Mr. Cugini, who was based at NETL's South Park campus, has been a longtime volunteer at Holy Family, following in his family's tradition of helping the charity. Sister Yankoski stressed that Mr. Cugini "was not doing anything for personal gain."
"He may have gotten excited and enthusiastic about our program. Maybe it's different if you're a government contractor," she said. "If he made a mistake, it wasn't for anything personal. He was trying to help an organization, to get opportunities for kids to get internships."
Phipps Conservatory was another nonprofit that came up during the investigation the Department of Energy's inspector general conducted into Mr. Cugini's actions.
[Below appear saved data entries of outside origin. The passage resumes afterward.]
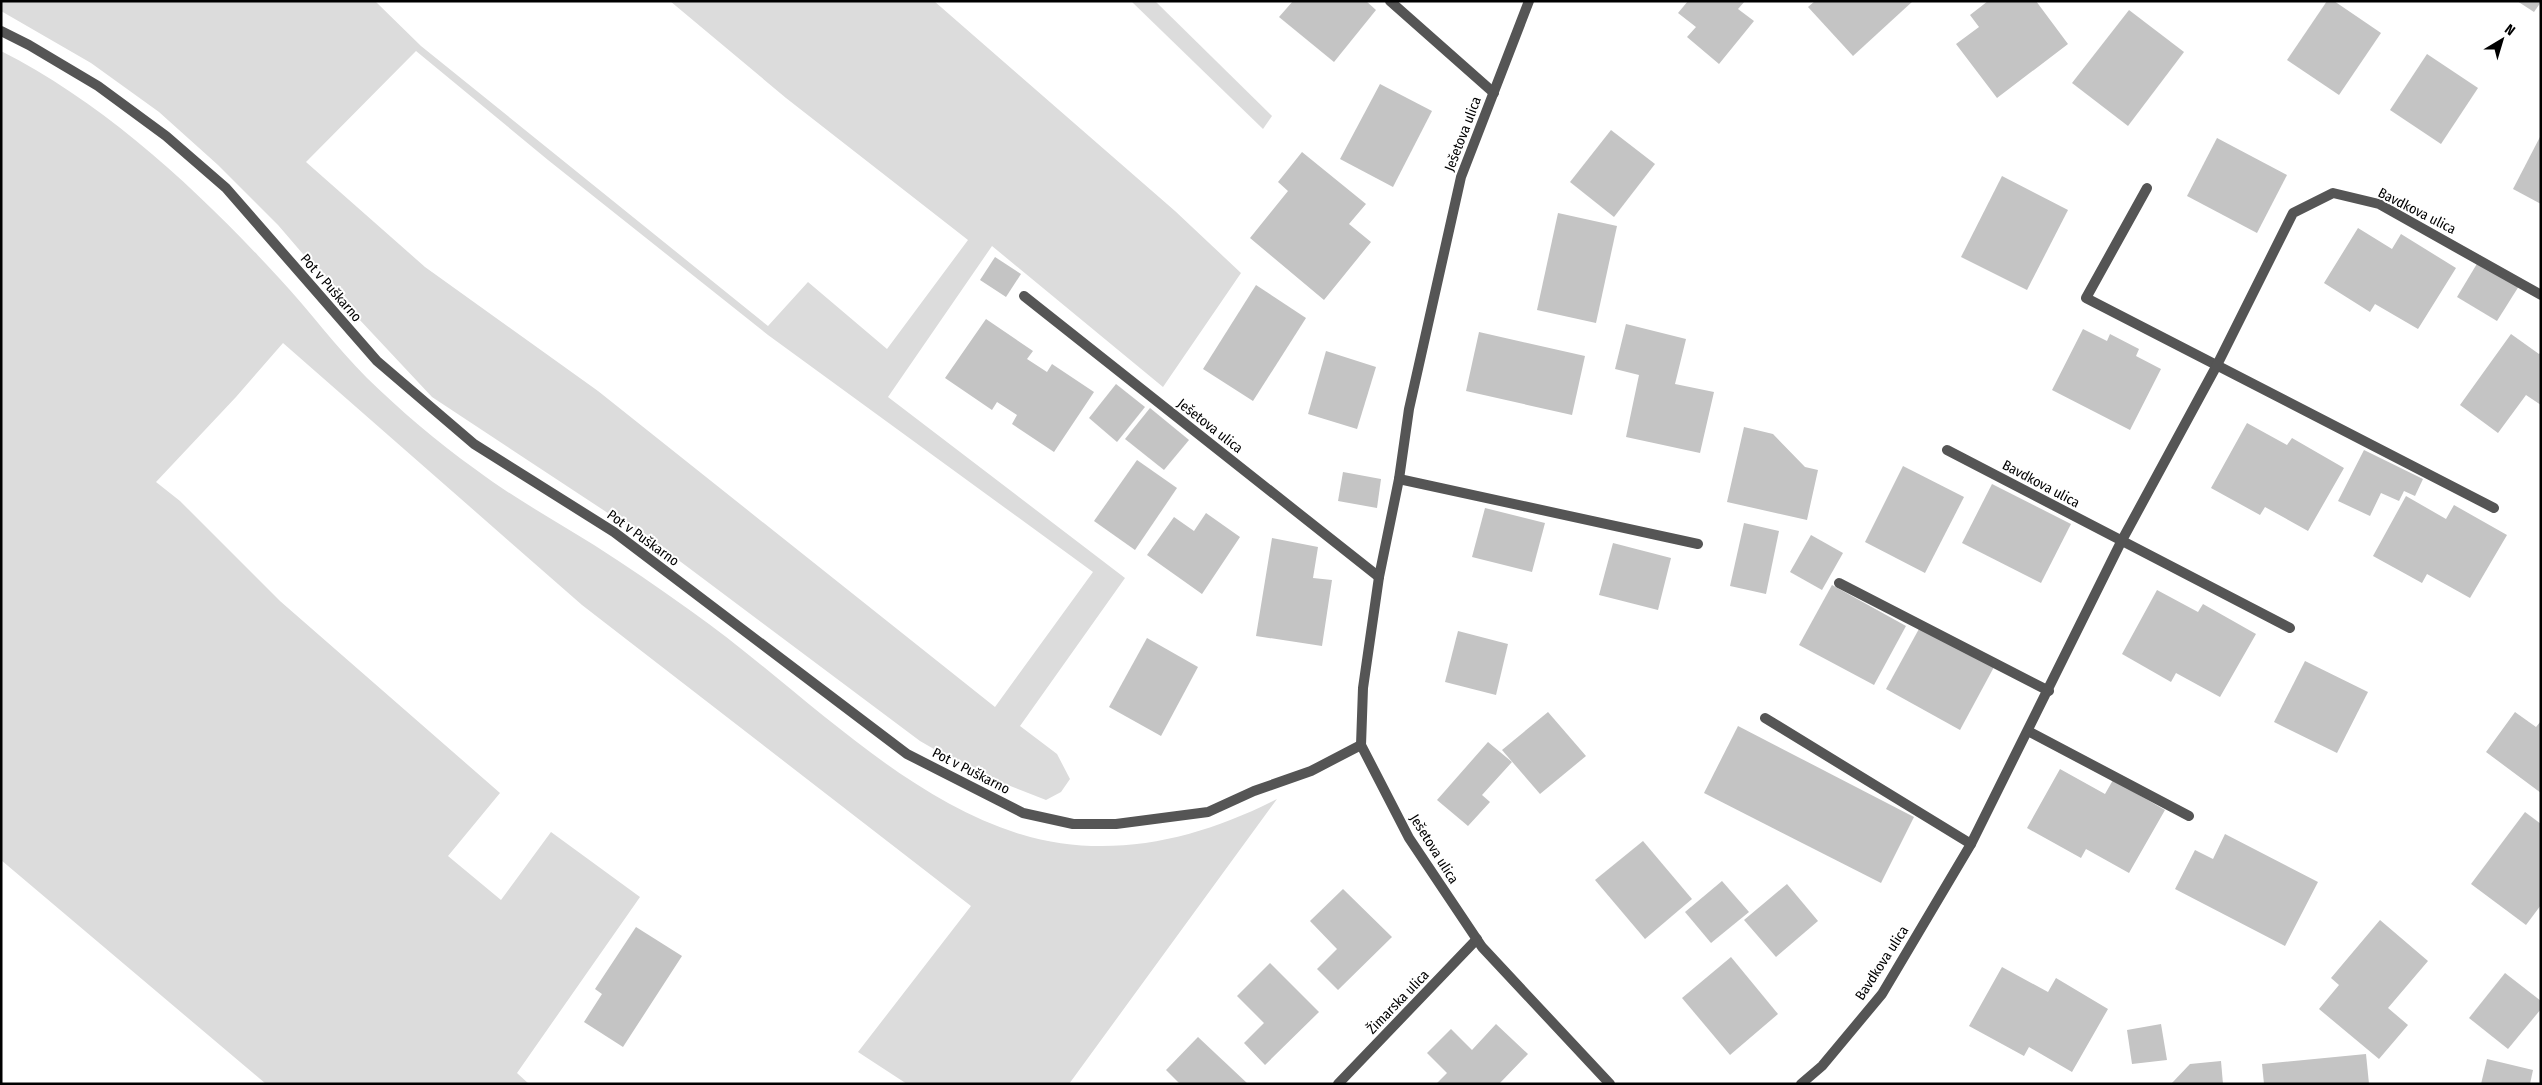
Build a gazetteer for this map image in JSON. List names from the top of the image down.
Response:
{
  "streets": {
    "street": [
      "Ješetova ulica",
      "Bavdkova ulica",
      "Pot v Puškarno",
      "Žimarska ulica"
    ]
  },
  "crossings": [
    ["Ješetova ulica", "Pot v Puškarno"],
    ["Ješetova ulica", "Žimarska ulica"]
  ],
  "north": "top right"
}
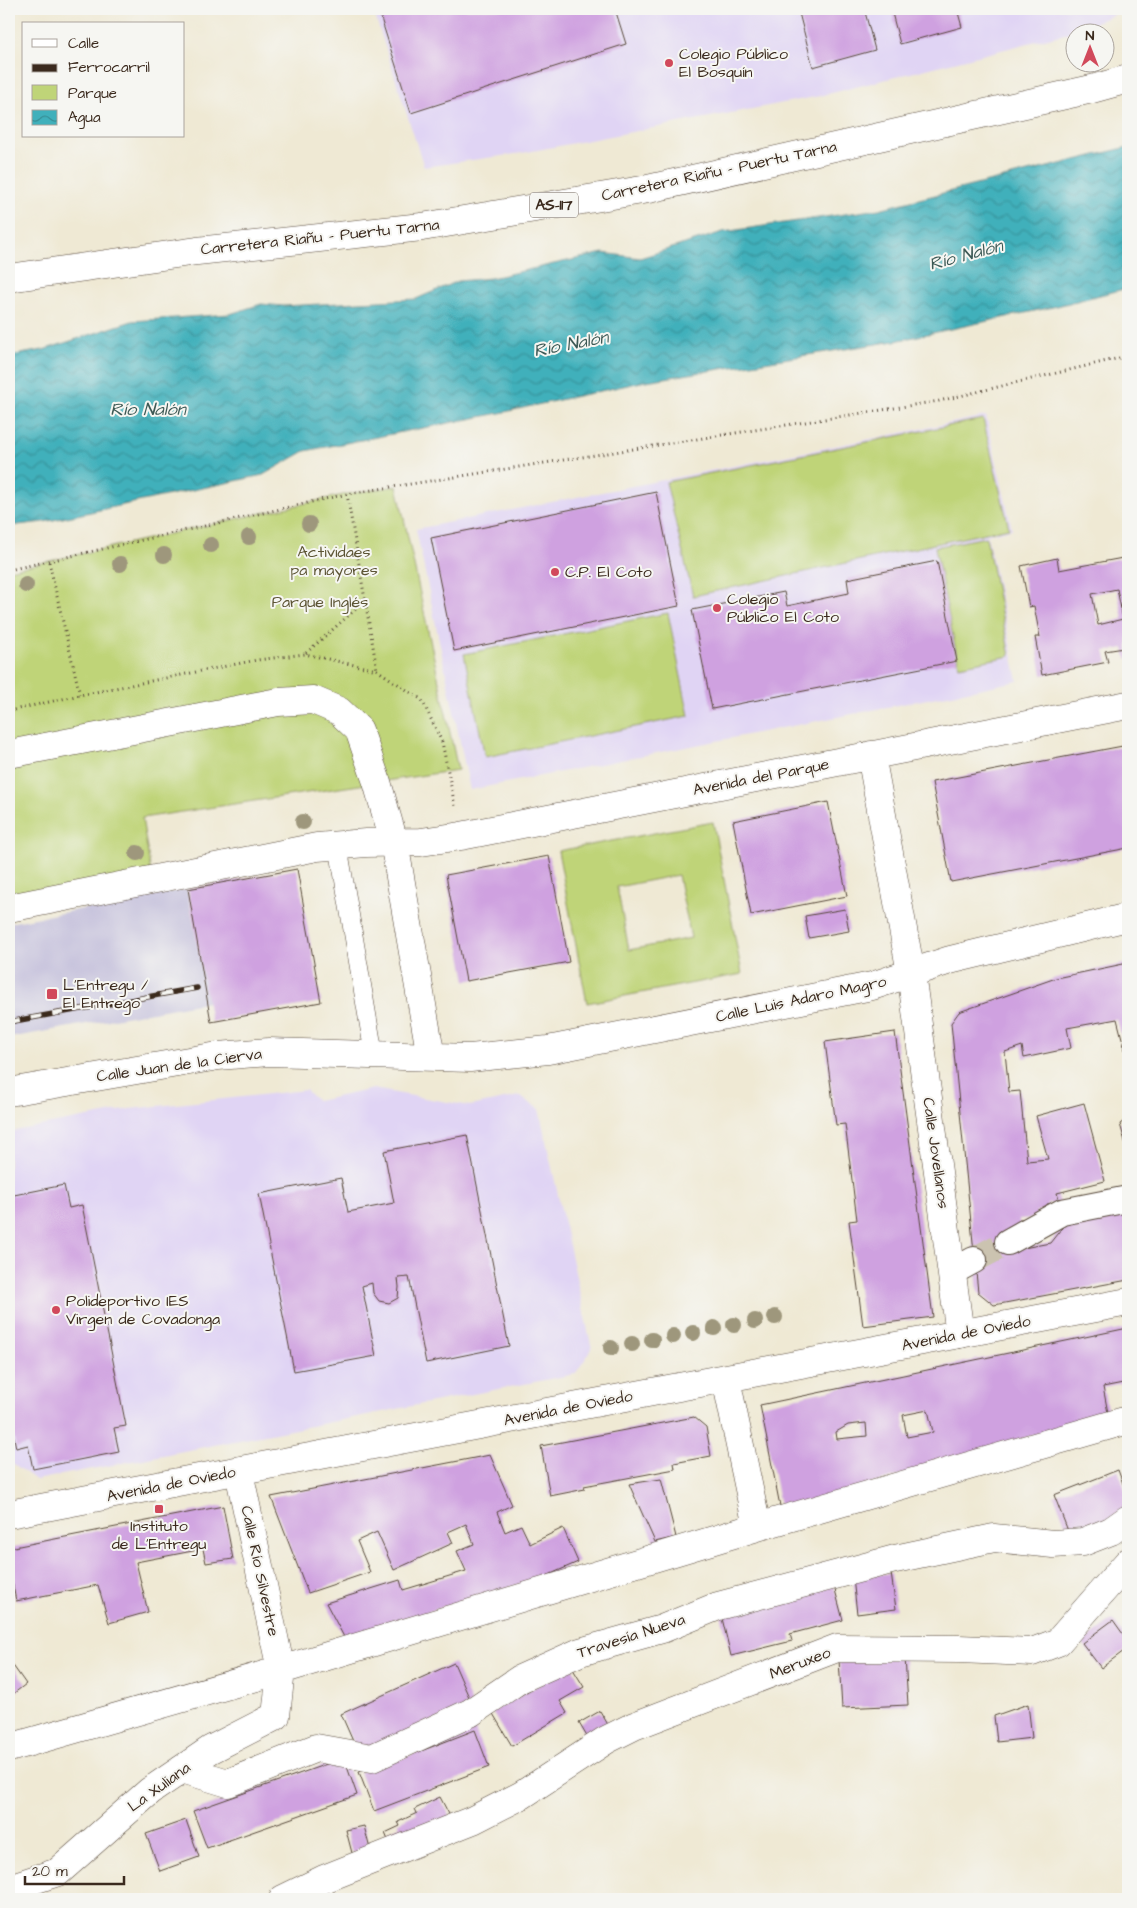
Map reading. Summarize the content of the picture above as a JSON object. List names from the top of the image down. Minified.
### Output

Sources said Mr. Cugini was suspected of showing favor to Phipps because of his friendship with its director, Richard Piacentini and other connections.
In August, NETL and Phipps signed a memorandum of understanding to conduct research into the effectiveness of Phipps' water treatment systems, but the research was suspended several weeks ago, according to Mr. Piacentini, who said the relationship between Phipps and NETL held no financial incentives for Mr. Cugini.
"There's no money involved in this research whatsoever," Mr. Piacentini said. "We've made the same offer to Pitt and CMU and they are doing research here."
As for Mr. Cugini, Mr. Piacentini said: "He's been a great friend of Phipps and I hope everything works out."
Such collaborations were a common cause for Mr. Cugini, who brought a different management style to NETL when he took the helm in April 2010 after 23 years at the agency. Contractors and employees have said he was more driven to make NETL part of the local community than his predecessors and more eager to see its research lead to usable products. Some described it as a culture shock.
"I think he felt a lot of people didn't know NETL existed and he really wanted to work with and engage all the organizations in the community," Mr. Piacentini said, "which I think is admirable."
Mr. Cugini was a driving force behind NETL's commercialization alliance, a collaboration between Oakland-based Innovation Works, several other startup groups and NETL researchers, to get products to market. That, too, has been discontinued in recent weeks.